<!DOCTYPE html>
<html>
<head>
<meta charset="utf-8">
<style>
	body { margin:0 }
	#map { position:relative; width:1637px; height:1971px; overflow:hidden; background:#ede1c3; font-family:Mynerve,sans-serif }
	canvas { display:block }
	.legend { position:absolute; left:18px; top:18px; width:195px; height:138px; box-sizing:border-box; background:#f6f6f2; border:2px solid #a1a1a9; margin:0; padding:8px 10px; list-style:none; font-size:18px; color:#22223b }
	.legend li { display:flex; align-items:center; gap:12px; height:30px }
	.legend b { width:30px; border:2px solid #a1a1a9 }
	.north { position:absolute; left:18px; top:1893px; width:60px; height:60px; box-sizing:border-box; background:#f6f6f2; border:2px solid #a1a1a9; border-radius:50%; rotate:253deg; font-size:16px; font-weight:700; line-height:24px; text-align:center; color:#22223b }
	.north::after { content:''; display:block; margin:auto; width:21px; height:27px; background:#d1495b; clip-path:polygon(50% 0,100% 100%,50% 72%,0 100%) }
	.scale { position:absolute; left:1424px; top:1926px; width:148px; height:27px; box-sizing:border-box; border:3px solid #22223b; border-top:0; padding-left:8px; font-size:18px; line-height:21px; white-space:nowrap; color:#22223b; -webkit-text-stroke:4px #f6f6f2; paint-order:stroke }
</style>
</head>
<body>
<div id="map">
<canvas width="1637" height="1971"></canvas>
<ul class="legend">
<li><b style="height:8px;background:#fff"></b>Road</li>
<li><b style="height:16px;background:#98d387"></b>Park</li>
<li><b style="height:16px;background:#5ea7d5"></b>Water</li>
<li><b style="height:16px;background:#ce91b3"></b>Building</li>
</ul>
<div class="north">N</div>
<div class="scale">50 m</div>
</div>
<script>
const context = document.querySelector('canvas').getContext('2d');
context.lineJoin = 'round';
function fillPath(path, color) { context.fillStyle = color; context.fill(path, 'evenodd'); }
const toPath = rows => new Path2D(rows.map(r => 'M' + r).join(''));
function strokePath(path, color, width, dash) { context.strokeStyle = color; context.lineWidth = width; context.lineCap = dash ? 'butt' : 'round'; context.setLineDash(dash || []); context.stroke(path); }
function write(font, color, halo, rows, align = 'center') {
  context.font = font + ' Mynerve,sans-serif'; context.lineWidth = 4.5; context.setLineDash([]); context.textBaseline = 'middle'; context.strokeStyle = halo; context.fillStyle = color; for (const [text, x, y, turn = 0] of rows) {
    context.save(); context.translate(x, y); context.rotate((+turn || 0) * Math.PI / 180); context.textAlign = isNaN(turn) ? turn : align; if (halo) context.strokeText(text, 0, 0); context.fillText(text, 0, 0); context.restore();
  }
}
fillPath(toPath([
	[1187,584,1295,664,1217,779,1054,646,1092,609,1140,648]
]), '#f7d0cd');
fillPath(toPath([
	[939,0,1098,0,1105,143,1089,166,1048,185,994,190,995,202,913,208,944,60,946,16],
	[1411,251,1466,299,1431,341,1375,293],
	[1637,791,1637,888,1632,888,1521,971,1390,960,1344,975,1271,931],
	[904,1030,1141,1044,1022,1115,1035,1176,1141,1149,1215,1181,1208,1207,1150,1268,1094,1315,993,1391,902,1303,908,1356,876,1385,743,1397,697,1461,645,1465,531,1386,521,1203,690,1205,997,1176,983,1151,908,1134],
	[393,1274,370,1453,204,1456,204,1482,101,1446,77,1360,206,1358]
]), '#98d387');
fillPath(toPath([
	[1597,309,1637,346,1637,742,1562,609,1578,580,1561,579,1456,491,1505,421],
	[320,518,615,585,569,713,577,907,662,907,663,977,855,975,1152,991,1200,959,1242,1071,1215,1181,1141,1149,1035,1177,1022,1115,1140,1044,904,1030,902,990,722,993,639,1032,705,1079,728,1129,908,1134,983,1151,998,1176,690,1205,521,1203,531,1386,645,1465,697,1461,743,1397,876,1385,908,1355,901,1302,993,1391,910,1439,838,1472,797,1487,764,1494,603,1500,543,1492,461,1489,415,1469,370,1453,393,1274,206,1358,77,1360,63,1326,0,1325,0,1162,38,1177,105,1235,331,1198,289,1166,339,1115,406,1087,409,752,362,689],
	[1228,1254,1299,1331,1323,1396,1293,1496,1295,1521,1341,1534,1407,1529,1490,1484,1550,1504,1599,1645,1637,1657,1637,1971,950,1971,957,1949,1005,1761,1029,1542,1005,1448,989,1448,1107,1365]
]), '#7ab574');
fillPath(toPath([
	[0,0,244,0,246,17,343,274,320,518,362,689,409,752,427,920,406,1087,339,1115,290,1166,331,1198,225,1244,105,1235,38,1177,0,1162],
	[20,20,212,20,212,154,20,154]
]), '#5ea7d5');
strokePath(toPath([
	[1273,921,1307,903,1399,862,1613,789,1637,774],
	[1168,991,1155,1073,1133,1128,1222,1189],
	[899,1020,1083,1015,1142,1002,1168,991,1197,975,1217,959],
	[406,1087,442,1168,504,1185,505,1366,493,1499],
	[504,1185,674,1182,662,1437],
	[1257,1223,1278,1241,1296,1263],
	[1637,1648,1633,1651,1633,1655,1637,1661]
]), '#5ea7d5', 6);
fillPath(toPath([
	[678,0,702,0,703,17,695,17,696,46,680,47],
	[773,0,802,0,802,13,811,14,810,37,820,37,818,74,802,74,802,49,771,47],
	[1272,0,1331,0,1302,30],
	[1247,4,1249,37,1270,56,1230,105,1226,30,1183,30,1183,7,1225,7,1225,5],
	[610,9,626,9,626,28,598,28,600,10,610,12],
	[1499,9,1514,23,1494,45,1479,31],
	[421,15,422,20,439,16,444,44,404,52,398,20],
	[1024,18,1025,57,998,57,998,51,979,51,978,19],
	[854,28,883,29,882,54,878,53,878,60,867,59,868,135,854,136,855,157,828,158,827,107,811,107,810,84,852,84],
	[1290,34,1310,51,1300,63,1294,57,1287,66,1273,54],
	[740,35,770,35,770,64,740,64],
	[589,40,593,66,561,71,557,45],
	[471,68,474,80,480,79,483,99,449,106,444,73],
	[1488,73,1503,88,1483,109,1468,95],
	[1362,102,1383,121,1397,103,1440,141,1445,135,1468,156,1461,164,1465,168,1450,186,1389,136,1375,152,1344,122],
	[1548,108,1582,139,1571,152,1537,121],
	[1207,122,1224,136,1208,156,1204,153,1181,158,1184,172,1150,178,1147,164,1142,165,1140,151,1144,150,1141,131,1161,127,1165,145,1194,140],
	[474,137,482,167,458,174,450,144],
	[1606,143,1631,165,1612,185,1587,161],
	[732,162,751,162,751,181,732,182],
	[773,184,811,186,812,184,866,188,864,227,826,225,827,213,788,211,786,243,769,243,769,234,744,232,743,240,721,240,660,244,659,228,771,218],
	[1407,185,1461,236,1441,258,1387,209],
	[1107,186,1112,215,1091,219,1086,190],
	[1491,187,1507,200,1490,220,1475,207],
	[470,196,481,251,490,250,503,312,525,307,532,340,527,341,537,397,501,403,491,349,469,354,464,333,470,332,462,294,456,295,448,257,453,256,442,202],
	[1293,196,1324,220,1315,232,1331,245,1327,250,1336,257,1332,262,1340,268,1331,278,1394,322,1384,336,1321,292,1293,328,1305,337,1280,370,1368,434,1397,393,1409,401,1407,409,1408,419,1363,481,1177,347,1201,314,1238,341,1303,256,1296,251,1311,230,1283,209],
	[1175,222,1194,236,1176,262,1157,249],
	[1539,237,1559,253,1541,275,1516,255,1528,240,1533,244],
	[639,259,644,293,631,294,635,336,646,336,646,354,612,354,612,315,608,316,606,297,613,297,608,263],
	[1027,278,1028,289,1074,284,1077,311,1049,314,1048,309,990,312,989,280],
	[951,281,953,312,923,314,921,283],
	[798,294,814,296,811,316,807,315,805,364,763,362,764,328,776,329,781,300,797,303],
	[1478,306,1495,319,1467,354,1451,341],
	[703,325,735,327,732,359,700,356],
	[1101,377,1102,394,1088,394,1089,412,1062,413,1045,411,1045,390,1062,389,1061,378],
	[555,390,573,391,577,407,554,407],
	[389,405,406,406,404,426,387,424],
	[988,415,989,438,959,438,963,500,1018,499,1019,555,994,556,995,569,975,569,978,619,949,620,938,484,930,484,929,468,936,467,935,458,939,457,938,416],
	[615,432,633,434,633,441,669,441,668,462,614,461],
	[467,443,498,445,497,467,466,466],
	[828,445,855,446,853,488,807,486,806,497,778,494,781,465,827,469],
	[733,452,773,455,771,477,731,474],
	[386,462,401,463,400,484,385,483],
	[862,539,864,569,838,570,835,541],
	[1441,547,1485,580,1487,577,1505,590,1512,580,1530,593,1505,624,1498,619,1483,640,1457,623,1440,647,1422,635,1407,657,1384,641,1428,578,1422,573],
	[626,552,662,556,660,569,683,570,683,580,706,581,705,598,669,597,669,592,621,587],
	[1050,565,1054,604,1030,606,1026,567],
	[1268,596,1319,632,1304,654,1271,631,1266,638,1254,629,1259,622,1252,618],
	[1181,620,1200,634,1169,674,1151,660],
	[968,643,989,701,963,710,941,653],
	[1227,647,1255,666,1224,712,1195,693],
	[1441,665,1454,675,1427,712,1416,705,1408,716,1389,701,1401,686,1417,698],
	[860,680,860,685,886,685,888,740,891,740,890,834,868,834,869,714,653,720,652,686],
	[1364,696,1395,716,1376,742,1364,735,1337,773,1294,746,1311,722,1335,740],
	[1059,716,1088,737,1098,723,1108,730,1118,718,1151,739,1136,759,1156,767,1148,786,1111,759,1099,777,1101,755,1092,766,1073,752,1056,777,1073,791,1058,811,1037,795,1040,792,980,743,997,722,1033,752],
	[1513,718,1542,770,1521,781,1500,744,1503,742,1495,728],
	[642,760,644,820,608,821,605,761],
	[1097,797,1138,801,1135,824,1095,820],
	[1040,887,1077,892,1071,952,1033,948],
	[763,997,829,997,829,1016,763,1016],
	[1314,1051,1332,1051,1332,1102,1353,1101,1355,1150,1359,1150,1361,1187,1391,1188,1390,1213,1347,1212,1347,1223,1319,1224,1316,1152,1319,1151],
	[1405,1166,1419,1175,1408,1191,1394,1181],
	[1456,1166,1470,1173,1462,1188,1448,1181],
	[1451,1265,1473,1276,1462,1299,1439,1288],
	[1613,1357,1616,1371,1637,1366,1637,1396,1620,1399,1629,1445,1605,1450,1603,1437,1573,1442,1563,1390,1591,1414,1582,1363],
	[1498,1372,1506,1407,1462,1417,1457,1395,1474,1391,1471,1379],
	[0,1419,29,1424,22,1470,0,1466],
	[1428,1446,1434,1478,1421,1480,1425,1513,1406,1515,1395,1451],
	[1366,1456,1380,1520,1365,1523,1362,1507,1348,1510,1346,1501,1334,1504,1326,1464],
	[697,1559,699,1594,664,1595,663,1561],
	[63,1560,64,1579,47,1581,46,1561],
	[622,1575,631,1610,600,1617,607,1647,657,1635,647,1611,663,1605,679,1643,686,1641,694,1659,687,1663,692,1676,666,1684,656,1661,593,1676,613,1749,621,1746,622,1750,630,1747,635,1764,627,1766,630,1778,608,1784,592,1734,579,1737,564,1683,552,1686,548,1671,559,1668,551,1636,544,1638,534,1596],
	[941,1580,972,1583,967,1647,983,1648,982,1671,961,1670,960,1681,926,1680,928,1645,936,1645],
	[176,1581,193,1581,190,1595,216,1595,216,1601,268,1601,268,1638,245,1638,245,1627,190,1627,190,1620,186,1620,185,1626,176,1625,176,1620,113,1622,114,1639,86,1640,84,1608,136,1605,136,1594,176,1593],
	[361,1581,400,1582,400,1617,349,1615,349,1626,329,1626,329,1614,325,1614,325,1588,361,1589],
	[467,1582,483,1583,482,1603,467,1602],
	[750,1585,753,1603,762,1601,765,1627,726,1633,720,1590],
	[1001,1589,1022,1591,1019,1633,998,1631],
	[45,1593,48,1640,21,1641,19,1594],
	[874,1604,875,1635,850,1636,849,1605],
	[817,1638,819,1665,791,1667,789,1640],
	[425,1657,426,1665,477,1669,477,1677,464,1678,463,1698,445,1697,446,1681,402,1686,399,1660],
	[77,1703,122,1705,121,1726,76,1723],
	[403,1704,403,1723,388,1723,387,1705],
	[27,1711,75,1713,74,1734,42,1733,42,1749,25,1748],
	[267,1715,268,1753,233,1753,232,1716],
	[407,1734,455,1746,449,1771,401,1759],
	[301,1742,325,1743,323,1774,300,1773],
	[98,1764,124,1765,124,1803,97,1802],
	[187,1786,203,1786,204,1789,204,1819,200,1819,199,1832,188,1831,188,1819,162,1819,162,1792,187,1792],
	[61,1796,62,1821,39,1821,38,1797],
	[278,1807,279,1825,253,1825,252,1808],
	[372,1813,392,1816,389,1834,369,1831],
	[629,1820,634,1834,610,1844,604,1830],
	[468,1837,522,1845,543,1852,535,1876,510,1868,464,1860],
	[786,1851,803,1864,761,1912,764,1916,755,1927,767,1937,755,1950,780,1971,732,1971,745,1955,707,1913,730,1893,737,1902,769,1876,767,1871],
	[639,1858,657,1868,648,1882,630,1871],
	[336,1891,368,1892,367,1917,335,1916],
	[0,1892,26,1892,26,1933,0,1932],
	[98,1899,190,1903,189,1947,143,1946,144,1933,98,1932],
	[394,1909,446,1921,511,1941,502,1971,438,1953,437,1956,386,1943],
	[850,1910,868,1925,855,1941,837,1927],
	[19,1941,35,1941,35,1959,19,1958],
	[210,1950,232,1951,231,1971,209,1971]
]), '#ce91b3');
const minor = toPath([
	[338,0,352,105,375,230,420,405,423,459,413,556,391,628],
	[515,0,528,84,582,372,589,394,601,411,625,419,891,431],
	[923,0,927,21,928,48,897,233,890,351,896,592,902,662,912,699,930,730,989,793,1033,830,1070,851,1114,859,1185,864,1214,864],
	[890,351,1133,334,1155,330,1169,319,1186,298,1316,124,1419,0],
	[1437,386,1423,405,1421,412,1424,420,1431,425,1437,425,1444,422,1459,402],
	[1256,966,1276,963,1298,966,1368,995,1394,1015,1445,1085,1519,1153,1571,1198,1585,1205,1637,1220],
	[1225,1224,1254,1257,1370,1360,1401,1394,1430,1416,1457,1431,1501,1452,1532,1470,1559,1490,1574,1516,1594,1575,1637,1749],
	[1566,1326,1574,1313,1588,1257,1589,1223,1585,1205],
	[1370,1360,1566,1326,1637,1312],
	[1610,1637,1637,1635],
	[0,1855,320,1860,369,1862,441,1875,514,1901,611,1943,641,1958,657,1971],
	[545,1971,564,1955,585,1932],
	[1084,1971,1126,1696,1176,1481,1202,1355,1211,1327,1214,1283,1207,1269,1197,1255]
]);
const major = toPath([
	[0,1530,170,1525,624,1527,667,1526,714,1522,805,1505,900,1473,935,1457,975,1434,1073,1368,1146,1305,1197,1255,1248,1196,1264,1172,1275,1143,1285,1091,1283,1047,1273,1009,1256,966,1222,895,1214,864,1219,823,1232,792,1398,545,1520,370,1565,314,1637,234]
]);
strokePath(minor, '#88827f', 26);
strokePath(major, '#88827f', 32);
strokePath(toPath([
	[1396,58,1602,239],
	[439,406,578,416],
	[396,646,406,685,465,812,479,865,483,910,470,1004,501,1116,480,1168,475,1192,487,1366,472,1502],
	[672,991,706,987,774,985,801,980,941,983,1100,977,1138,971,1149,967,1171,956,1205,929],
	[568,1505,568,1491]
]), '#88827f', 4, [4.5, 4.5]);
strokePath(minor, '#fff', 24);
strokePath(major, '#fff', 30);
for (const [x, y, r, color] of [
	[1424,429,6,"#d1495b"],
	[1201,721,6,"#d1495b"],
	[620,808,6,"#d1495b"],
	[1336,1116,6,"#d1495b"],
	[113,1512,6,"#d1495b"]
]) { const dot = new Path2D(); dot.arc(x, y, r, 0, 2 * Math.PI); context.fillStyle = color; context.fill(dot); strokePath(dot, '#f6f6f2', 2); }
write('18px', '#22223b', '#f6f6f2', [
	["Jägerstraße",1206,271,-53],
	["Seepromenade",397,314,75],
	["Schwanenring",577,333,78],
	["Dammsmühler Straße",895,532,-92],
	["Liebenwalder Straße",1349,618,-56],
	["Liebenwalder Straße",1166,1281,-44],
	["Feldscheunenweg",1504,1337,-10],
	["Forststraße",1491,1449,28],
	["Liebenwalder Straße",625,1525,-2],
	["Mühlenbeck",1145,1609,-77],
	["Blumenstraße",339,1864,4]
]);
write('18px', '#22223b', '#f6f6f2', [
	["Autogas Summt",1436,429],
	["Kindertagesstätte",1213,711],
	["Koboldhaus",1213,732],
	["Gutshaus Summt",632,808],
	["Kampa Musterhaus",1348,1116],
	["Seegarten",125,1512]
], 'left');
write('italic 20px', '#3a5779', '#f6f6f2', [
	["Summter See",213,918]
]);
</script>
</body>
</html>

-=-=-=-=-

_Exercise requirements_.
Look above for the line holding "context.font = font" and the line holding "[1187,584,1295,664,1217,779,1054,646,1092,609,1140,648]". Retype both, and every line between them, word for word and nothing else.

_Answer to the problem_.
  context.font = font + ' Mynerve,sans-serif'; context.lineWidth = 4.5; context.setLineDash([]); context.textBaseline = 'middle'; context.strokeStyle = halo; context.fillStyle = color; for (const [text, x, y, turn = 0] of rows) {
    context.save(); context.translate(x, y); context.rotate((+turn || 0) * Math.PI / 180); context.textAlign = isNaN(turn) ? turn : align; if (halo) context.strokeText(text, 0, 0); context.fillText(text, 0, 0); context.restore();
  }
}
fillPath(toPath([
	[1187,584,1295,664,1217,779,1054,646,1092,609,1140,648]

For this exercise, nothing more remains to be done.